Why 96.4% of Psychological Safety Assessments Miss the Point

Measurement

Dec 27

Your organization probably measures psychological safety. Most do now—it's become standard practice since Google's Project Aristotle made it a management buzzword a decade ago.

Here's the problem: you're almost certainly measuring it wrong.

This isn't a minor technical issue. It's a fundamental category error that renders most psychological safety data meaningless for the decisions organizations actually need to make.

After analyzing 667 studies across organizational psychology, a striking pattern emerged: despite 214 thematic mentions of psychological safety, only 6 studies—3.6%—actually measured the construct correctly. The rest measured something. Just not the thing that predicts team performance.

Understanding why this matters requires going back to what psychological safety actually is, and why that definition creates measurement requirements most organizations ignore.

What Psychological Safety Actually Is

In 1999, Harvard researcher Amy Edmondson defined psychological safety as "a shared belief held by members of a team that the team is safe for interpersonal risk-taking."

Three words in that definition create the measurement problem: "shared belief" and "team."
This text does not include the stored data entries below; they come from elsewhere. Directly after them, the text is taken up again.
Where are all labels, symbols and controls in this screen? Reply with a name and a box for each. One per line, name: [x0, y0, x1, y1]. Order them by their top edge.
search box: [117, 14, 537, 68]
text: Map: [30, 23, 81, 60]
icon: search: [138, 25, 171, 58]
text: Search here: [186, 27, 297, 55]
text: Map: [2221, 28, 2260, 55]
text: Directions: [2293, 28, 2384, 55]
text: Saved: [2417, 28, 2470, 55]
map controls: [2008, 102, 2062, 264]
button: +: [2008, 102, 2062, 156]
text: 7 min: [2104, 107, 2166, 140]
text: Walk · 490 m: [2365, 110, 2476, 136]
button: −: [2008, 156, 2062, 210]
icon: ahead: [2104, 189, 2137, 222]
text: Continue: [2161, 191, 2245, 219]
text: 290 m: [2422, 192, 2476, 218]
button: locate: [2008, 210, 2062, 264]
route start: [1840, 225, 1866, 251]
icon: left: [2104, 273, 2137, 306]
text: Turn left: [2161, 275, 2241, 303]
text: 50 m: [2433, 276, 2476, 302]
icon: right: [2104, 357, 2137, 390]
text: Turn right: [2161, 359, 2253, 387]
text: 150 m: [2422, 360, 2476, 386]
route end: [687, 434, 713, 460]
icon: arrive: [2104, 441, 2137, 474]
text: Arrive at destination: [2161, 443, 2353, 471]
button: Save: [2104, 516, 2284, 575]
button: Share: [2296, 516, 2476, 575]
Psychological safety isn't an individual attitude. It's not how safe you feel. It's how safe we collectively perceive our team to be. This distinction sounds academic. It's actually the whole ballgame.

When Edmondson studied 51 work teams, she didn't just ask individuals whether they felt safe. She calculated whether team members' perceptions converged—whether people on the same team gave similar answers, and whether those answers differed from other teams.

The statistical test for this is called an Intraclass Correlation Coefficient (ICC). Edmondson's ICC was .39—meaning 39% of the variation in individual responses was attributable to team membership. People on the same team perceived similar levels of safety. People on different teams perceived different levels.

This validated the construct. Psychological safety existed at the team level, not just in individual heads.

    .39
    Edmondson's ICC for psychological safety—indicating strong team-level agreement and validating that PS is a shared team property, not an individual trait

What Most Organizations Do Instead

Now consider what most organizations actually do when they "measure psychological safety."

They administer a survey. Employees respond individually. Someone averages the responses—either across the whole organization or by department. Leadership receives a report: "Our psychological safety score is 3.8 out of 5."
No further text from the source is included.